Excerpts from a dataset
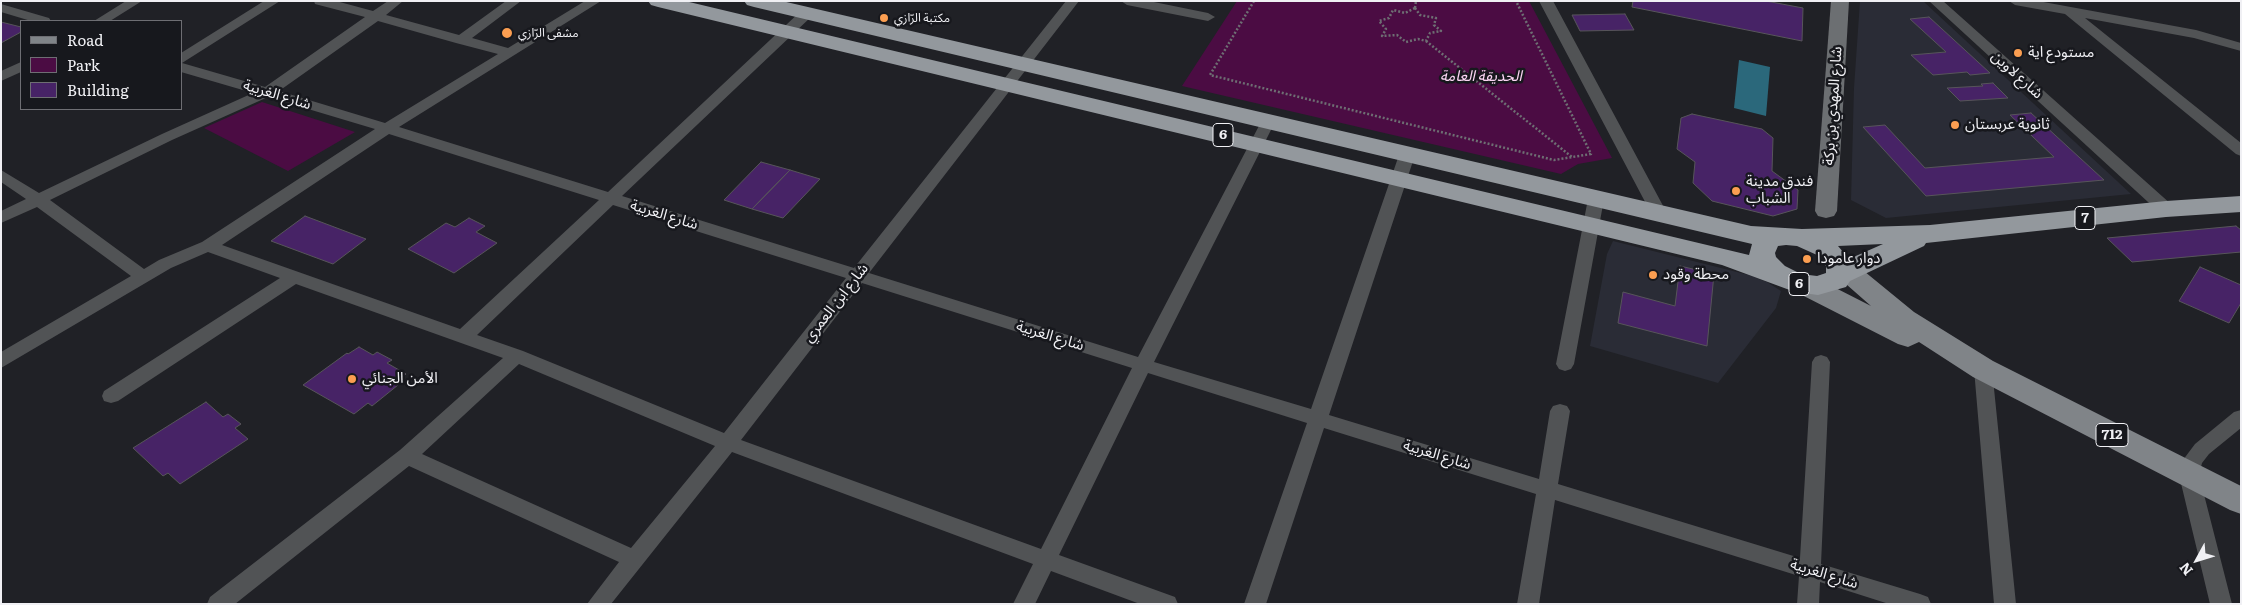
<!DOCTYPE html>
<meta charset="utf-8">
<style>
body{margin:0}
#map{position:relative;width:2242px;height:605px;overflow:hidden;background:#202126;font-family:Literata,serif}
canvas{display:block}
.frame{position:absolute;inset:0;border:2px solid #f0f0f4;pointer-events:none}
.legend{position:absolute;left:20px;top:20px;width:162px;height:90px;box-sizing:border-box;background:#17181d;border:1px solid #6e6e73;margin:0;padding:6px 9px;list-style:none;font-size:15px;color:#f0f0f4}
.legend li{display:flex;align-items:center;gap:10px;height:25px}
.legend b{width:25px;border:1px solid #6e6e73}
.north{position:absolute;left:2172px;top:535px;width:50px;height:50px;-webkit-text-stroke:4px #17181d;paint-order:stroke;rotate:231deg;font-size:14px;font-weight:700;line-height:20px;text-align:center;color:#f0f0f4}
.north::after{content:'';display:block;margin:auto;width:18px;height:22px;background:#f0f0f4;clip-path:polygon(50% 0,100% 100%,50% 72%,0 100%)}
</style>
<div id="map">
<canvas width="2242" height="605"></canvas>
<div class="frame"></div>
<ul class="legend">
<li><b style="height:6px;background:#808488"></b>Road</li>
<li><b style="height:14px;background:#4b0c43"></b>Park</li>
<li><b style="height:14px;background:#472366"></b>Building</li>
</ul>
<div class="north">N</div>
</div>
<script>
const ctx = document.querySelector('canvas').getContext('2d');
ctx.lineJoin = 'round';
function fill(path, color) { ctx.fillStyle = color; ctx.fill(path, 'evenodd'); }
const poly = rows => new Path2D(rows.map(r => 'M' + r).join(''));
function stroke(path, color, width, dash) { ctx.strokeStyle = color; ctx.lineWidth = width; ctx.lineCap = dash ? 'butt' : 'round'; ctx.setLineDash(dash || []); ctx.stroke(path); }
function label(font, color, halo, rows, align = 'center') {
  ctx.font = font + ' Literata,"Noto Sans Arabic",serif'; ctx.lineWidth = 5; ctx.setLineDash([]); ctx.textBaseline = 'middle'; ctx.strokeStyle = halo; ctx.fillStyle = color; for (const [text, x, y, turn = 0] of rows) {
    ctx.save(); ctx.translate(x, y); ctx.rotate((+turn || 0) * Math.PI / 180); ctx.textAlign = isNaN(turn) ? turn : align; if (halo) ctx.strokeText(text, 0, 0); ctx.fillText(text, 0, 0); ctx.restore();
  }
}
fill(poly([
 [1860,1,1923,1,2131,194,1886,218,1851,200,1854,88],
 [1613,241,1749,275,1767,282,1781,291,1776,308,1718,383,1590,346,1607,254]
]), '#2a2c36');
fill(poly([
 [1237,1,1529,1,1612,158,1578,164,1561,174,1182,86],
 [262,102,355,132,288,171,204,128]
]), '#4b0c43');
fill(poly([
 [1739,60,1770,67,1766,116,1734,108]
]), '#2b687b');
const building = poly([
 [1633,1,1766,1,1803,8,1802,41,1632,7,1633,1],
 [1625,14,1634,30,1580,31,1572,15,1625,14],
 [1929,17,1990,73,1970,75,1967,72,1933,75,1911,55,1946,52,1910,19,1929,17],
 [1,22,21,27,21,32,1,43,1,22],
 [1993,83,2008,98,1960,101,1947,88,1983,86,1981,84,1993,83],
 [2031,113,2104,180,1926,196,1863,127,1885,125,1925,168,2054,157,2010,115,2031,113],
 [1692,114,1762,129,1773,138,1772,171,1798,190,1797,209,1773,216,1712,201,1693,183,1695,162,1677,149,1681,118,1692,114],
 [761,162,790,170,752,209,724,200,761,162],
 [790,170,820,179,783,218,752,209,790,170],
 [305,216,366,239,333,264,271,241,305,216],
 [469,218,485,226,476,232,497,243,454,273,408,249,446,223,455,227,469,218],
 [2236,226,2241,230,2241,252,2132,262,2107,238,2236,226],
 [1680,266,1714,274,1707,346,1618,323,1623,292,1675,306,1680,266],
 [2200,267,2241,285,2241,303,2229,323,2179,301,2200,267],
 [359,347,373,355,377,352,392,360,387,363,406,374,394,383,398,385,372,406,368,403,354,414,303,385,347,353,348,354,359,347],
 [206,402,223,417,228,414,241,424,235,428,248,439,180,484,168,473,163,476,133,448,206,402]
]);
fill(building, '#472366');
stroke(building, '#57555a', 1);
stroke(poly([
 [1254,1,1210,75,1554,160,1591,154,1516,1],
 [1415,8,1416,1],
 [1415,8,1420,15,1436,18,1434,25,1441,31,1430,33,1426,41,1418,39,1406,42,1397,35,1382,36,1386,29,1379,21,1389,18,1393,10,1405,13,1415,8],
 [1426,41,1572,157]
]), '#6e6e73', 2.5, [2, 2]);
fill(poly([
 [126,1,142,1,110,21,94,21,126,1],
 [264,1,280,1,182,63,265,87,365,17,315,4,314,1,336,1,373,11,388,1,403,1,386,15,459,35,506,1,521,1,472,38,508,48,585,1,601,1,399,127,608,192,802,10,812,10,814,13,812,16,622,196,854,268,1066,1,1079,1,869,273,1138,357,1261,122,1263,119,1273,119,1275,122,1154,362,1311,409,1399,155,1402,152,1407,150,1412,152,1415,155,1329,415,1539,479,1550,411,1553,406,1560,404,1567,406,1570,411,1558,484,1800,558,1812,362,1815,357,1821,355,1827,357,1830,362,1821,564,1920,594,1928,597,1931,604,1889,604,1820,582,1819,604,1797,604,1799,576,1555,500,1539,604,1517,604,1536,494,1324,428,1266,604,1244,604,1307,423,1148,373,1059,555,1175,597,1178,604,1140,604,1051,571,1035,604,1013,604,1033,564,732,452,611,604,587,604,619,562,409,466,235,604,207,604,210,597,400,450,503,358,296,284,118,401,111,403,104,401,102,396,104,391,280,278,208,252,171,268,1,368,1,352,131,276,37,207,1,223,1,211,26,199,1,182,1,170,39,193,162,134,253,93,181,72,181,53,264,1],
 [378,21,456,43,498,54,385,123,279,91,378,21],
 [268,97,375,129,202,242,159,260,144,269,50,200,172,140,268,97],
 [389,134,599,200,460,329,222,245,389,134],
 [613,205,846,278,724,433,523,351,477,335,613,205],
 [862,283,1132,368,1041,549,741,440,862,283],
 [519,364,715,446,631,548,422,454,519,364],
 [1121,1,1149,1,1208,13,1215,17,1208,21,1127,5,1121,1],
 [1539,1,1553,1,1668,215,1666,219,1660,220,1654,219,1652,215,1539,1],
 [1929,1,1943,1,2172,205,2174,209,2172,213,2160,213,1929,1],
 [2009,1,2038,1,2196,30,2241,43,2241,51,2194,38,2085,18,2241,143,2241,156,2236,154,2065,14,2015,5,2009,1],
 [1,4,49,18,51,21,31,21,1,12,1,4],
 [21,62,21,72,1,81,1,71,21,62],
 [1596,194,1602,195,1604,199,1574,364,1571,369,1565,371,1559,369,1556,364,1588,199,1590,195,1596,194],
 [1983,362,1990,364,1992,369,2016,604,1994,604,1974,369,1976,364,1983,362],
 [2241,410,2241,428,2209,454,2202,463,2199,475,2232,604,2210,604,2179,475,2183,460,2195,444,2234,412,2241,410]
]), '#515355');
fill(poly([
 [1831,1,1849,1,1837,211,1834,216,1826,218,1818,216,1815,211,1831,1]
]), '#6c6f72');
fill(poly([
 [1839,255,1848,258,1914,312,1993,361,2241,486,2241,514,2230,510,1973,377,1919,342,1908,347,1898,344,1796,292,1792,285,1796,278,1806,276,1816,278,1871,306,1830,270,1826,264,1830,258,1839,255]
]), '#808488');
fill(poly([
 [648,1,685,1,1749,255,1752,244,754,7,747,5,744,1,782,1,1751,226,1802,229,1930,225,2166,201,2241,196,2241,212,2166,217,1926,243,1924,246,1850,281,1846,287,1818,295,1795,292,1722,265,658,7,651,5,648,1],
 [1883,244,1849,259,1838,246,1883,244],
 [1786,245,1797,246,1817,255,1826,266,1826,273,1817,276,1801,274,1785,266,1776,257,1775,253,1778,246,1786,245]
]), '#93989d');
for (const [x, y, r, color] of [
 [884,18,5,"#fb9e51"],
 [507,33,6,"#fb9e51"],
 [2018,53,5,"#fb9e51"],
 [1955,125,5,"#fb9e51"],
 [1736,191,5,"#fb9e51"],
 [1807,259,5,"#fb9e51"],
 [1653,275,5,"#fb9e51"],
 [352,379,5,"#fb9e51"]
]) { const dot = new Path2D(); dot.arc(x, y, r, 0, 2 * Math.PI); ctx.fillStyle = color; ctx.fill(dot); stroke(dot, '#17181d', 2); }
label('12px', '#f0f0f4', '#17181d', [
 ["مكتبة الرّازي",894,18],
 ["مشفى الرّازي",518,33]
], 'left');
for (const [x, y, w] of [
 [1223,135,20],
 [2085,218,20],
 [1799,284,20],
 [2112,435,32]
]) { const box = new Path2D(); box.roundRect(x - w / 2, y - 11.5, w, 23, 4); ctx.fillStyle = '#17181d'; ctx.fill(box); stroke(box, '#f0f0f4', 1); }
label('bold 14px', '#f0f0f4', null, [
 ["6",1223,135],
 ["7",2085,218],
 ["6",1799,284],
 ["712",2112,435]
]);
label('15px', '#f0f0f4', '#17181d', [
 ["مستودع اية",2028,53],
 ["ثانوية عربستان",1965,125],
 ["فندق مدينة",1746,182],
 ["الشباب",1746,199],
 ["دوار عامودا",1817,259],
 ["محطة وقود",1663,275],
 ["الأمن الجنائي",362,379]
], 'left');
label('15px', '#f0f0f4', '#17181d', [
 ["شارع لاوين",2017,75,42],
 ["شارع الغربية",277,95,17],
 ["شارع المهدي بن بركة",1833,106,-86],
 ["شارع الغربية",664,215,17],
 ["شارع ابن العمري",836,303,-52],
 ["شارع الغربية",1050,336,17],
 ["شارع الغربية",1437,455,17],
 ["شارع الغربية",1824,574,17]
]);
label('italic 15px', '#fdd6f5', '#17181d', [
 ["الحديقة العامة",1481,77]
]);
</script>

...

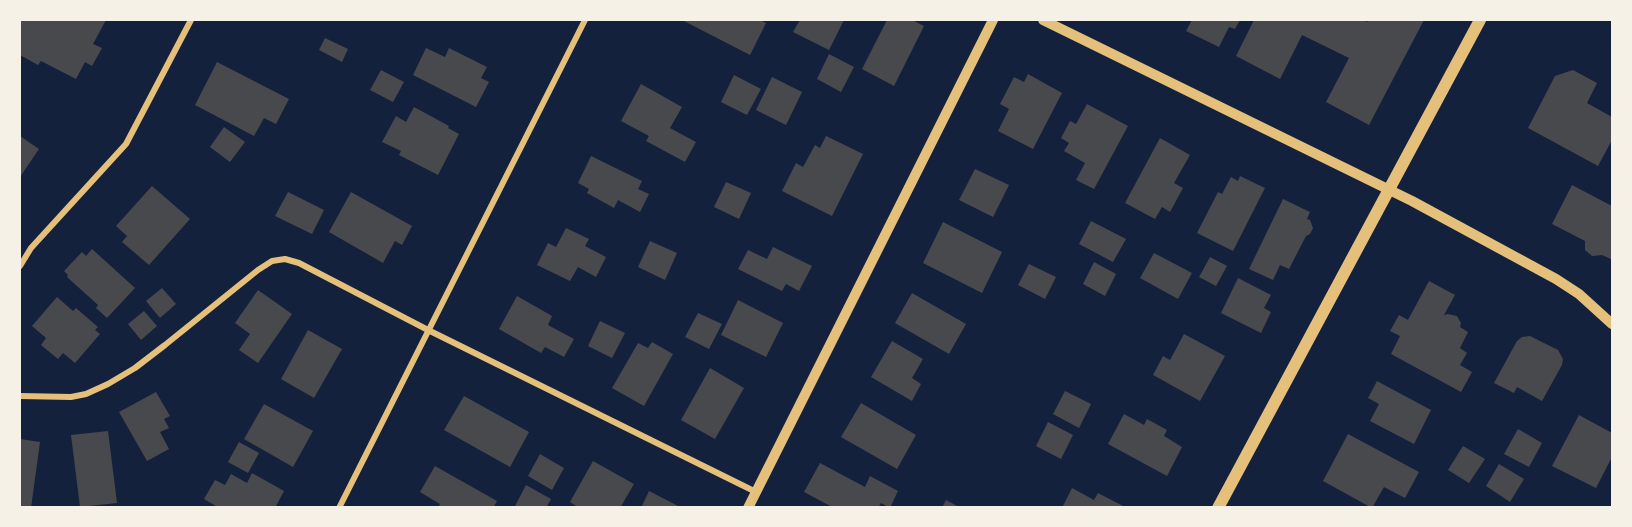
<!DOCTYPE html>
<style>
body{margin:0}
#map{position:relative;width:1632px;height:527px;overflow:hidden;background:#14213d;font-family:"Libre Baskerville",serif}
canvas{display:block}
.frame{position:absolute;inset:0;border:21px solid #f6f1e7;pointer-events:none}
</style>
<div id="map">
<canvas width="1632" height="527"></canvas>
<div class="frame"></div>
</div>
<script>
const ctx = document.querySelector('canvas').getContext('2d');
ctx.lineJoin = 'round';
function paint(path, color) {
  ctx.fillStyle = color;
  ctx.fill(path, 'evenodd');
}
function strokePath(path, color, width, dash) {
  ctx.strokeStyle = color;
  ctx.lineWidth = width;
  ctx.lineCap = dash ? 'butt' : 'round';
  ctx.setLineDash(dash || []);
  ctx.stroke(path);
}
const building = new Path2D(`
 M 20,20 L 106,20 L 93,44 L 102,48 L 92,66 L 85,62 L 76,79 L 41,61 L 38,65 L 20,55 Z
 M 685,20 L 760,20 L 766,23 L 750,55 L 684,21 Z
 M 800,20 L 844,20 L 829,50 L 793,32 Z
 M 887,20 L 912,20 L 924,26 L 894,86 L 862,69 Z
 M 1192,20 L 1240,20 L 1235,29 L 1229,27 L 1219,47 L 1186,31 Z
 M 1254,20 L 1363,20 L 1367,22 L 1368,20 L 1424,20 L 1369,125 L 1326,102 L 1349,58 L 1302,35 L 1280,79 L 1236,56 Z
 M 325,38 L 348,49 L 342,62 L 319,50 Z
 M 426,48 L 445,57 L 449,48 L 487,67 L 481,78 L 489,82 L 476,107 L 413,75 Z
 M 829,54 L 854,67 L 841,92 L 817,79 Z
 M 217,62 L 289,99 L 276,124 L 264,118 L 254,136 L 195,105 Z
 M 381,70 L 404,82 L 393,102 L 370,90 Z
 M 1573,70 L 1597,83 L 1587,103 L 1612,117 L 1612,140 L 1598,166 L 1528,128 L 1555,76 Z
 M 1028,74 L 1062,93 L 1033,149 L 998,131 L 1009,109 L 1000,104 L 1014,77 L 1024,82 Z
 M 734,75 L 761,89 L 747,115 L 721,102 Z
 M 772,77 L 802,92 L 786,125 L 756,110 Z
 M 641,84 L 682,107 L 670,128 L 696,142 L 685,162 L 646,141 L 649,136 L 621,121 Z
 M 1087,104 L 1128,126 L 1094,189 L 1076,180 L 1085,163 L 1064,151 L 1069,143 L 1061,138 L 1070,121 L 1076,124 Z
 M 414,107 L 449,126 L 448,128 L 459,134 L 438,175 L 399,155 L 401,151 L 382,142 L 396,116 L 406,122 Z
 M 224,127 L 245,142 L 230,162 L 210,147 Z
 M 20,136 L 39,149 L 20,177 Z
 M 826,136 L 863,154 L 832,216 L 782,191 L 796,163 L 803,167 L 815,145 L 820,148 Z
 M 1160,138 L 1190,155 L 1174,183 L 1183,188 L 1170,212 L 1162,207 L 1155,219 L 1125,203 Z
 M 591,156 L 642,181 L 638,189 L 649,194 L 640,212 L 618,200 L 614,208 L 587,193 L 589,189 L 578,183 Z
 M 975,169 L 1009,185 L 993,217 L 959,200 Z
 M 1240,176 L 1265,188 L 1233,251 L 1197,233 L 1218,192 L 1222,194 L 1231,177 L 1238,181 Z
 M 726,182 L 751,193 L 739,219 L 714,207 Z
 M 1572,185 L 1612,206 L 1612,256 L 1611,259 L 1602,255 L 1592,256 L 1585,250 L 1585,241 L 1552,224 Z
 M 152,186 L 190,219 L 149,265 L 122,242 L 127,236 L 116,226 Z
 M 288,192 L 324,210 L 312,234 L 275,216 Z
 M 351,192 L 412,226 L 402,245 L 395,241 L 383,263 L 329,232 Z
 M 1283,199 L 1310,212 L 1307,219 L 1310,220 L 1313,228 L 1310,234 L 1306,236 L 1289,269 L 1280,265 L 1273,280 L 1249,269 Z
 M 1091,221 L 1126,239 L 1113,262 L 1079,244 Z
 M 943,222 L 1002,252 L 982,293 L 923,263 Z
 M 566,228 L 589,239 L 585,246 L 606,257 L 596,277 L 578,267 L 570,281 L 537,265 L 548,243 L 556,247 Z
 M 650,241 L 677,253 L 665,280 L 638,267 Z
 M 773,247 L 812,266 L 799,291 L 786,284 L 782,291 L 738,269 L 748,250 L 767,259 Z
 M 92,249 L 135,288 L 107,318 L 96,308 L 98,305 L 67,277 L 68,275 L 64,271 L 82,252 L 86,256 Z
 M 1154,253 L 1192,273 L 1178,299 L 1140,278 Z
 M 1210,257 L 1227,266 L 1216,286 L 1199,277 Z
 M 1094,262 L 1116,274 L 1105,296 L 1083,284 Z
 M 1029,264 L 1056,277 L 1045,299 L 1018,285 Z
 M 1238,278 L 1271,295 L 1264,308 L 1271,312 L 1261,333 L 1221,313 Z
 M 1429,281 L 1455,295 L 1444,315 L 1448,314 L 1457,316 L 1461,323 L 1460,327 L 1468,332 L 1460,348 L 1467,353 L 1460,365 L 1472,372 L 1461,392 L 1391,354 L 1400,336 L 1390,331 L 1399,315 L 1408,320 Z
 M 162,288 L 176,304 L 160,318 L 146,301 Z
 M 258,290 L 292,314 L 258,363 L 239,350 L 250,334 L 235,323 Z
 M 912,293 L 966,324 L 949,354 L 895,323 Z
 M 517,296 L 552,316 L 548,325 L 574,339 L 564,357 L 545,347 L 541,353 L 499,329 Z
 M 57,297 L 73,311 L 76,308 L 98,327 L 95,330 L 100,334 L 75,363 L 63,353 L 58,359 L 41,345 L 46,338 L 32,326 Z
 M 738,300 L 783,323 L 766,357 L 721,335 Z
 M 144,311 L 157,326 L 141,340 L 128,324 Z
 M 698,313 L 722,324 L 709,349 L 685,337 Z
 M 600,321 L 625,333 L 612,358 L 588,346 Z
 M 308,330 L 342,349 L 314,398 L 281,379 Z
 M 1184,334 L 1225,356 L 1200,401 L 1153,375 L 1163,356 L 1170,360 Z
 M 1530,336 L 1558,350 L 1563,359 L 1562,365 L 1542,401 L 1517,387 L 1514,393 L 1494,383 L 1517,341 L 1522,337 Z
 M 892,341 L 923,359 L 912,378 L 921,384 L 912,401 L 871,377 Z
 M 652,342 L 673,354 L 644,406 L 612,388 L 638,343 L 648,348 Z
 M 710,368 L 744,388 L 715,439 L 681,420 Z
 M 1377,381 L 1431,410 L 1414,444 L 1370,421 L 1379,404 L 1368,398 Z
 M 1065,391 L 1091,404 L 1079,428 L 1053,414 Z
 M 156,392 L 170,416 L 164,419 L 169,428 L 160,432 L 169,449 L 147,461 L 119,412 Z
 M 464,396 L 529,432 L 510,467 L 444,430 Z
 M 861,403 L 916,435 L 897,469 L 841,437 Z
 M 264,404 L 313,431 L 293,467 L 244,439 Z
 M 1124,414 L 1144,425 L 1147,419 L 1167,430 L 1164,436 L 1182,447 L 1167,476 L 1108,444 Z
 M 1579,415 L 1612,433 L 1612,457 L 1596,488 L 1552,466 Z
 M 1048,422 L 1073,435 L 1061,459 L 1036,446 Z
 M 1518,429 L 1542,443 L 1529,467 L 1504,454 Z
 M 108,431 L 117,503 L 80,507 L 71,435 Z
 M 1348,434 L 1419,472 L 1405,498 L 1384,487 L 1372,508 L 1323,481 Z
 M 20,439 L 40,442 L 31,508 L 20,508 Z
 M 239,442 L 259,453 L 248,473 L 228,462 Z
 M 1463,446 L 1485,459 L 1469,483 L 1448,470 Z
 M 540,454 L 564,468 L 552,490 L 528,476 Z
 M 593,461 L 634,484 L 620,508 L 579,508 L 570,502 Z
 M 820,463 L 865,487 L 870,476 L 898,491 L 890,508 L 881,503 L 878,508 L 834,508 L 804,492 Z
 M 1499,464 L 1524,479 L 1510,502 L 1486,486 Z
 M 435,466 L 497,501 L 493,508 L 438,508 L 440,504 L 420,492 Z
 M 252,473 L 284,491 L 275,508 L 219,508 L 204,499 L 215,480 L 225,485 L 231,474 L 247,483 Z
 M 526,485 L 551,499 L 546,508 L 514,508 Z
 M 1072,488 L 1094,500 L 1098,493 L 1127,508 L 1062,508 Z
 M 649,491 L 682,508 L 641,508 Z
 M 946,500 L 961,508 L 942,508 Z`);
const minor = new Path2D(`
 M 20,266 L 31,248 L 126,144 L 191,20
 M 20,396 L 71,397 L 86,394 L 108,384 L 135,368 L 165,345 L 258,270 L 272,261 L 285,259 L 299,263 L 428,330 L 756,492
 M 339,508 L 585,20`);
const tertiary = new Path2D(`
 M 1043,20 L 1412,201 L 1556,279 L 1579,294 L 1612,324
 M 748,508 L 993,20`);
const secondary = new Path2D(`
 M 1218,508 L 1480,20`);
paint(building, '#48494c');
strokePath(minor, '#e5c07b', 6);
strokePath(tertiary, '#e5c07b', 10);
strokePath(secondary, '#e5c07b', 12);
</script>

Your instructions: Would you tally the lines above that include "turn" and reply with only the total?

Expected output: 2